Viscous Flow in a 1D Spin-Polarized Fermi Gas: the Role of Integrability on Viscosity
Jeff Maki, Shizhong Zhang

TL;DR
This paper investigates the bulk viscosity of a one-dimensional spin-polarized p-wave Fermi gas, demonstrating that integrability does not prevent finite viscosity, with calculations performed in both high- and low-temperature regimes.
Contribution
It introduces a simple microscopic model for calculating bulk viscosity in an integrable 1D Fermi gas, challenging the notion that integrability forbids dissipation.
Findings
Bulk viscosity is finite despite integrability.
Viscosity calculations are consistent with scale symmetry.

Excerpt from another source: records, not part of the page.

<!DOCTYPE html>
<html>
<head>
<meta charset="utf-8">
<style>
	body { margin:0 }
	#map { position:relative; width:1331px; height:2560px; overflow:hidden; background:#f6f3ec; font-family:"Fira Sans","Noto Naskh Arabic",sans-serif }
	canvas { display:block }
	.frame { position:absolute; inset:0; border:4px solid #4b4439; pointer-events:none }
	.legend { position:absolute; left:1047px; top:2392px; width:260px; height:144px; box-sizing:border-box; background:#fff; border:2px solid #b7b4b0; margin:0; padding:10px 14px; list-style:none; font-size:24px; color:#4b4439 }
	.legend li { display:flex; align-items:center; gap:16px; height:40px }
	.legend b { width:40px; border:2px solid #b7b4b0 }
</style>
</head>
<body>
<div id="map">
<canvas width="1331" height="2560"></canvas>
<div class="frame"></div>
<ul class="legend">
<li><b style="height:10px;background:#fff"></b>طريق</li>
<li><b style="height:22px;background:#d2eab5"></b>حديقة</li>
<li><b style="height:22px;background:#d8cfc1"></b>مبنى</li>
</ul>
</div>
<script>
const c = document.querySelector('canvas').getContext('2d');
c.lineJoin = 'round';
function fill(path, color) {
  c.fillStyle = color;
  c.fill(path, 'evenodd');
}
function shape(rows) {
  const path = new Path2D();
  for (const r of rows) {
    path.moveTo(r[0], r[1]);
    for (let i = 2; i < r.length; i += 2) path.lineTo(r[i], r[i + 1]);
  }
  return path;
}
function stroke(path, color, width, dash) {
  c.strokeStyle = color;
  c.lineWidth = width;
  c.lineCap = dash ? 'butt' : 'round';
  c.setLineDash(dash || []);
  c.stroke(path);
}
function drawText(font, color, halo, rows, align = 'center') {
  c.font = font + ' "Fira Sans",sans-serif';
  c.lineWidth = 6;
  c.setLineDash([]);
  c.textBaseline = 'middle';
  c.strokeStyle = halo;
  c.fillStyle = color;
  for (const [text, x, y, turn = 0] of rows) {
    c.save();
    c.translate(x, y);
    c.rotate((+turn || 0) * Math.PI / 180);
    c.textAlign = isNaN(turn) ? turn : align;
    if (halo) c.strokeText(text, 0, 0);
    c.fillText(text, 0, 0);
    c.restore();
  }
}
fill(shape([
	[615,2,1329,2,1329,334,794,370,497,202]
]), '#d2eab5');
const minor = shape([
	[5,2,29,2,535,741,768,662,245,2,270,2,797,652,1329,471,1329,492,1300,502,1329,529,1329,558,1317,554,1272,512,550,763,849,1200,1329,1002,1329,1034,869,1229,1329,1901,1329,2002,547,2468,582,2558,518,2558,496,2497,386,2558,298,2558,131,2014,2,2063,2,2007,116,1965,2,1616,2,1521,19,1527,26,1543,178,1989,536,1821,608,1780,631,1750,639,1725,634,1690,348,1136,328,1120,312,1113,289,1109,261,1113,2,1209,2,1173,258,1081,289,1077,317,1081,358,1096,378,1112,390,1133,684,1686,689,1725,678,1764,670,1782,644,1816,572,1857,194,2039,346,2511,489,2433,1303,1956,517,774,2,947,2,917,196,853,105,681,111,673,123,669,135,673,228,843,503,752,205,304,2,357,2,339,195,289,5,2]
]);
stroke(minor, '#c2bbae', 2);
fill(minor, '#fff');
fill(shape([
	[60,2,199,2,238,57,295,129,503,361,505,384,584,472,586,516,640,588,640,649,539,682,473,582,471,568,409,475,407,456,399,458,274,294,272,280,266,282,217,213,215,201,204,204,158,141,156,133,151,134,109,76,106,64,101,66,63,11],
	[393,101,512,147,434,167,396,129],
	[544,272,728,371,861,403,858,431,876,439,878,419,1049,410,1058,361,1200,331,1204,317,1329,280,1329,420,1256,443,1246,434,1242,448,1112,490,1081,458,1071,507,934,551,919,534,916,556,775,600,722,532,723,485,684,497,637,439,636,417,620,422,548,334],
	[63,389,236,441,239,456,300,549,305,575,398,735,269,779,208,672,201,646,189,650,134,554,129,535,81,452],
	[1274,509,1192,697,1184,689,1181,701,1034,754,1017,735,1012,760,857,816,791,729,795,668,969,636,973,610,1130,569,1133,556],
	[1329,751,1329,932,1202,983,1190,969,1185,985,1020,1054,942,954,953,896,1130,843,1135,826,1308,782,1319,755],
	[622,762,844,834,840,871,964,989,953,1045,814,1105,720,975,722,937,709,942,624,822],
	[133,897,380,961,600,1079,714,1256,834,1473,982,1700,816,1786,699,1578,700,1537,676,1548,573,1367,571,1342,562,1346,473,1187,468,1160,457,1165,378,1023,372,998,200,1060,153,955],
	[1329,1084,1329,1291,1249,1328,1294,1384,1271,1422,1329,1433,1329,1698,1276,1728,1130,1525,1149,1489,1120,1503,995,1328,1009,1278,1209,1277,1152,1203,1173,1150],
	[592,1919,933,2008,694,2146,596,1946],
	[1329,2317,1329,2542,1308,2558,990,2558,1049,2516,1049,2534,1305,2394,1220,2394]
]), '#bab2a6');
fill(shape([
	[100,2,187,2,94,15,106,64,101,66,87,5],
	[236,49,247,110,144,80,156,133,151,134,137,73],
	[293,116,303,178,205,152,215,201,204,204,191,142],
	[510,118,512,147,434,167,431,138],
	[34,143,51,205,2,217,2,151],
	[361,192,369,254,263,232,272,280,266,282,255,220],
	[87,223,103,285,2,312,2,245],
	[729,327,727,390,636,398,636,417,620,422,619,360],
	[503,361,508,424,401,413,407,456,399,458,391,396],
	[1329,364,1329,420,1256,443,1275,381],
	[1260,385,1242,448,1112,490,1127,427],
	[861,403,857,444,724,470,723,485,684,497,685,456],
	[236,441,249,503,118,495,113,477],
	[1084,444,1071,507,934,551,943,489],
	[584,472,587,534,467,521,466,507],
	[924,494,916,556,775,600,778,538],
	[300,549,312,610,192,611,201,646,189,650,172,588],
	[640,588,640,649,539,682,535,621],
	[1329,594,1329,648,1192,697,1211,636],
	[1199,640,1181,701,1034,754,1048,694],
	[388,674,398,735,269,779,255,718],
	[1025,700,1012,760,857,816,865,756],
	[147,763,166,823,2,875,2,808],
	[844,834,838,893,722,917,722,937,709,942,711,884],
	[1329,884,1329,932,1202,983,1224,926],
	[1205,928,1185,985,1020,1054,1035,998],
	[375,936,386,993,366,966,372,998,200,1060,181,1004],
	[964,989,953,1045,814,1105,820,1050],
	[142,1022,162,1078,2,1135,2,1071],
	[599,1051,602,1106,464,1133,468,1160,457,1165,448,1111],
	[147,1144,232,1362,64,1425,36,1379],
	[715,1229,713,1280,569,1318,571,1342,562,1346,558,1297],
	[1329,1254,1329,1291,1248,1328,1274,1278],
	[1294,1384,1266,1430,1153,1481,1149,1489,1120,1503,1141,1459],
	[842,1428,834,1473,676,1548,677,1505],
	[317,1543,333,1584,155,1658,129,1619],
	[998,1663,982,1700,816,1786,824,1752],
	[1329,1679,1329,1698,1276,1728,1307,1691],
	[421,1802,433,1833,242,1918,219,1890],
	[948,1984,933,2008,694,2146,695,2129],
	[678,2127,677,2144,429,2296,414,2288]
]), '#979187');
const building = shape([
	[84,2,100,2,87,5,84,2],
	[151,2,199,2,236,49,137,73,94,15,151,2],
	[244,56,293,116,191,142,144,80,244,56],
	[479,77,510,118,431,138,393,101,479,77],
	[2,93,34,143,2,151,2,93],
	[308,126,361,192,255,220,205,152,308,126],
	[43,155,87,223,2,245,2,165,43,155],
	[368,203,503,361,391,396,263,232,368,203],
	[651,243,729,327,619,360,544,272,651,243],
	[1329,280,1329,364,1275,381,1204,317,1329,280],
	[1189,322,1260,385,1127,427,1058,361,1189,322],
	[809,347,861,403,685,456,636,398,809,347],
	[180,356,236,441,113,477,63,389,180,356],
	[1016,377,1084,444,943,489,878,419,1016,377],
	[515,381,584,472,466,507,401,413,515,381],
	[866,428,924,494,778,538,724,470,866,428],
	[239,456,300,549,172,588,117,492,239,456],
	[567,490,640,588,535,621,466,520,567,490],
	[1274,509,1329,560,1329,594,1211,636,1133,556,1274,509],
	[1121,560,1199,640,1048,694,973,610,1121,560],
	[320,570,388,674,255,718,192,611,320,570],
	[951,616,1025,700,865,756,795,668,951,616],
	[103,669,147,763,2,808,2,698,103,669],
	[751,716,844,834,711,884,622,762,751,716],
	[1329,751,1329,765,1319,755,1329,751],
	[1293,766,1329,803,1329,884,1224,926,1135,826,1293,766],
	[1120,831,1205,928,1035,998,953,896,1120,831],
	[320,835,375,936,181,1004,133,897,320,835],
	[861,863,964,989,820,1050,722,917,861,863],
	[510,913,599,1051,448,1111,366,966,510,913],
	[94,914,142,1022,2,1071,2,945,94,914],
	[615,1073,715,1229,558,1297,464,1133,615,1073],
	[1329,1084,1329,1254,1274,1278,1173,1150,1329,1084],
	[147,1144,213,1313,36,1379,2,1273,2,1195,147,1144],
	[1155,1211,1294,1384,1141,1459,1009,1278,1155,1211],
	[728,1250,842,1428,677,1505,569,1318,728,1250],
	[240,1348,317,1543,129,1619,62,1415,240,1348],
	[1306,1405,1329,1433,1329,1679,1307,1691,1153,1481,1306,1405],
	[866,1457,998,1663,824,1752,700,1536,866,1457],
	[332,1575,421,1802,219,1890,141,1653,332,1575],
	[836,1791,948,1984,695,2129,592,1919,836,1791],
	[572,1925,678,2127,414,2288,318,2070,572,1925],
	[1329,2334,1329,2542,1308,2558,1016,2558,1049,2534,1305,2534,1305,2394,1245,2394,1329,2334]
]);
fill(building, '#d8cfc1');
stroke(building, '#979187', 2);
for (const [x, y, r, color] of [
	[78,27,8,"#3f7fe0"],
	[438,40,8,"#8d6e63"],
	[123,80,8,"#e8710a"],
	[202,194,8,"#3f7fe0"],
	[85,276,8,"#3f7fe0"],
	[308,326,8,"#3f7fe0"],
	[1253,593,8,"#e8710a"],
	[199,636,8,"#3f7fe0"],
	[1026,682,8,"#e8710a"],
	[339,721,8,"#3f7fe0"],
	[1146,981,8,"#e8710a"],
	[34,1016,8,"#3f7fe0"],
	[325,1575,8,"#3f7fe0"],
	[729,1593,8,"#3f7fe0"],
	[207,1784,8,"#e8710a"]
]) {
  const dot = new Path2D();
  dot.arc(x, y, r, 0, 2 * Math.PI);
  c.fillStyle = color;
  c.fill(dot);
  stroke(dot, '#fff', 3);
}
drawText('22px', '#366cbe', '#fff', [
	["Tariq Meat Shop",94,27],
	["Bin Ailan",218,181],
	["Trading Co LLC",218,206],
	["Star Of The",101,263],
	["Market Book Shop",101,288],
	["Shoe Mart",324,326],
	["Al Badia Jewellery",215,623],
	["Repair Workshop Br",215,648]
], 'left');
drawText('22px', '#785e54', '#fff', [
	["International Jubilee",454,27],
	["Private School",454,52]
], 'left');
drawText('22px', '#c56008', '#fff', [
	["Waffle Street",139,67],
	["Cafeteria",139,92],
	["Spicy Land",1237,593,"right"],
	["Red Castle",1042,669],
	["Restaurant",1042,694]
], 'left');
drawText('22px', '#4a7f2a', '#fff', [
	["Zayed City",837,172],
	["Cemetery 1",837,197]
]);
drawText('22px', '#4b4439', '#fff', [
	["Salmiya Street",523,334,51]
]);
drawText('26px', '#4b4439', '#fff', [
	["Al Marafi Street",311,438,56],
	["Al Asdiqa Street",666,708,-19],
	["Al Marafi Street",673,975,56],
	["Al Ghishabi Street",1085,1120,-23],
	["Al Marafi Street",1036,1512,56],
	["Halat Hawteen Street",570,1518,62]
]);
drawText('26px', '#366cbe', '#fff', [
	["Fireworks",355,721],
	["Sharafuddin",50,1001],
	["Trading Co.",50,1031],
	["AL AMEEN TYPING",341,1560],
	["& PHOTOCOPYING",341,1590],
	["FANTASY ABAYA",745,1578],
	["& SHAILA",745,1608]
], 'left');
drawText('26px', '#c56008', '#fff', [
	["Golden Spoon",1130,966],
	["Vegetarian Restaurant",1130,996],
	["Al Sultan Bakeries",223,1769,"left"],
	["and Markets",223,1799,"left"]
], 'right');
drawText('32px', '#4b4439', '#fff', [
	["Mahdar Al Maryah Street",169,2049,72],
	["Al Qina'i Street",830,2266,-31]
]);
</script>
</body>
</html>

The model applies to both high- and low-temperature limits.
Abstract
The transport properties of one-dimensional Fermi gases at low-temperatures are often described by the Luttinger liquid (LL) model. However, to study dissipation one needs to examine interactions beyond the LL model. In this work we provide a simple model which allows for a direct microscopic calculation of the bulk viscosity, namely the one dimensional spin polarized p-wave Fermi gas. We calculate the bulk viscosity in both the high- and low-temperature limits. We find that the bulk viscosity is finite and consistent with the requirement of scale symmetry, in spite of the inherent integrability of the microscopic model. We argue how integrability does not forbid a finite bulk viscosity, and compare our work to previous kinetic theory calculations.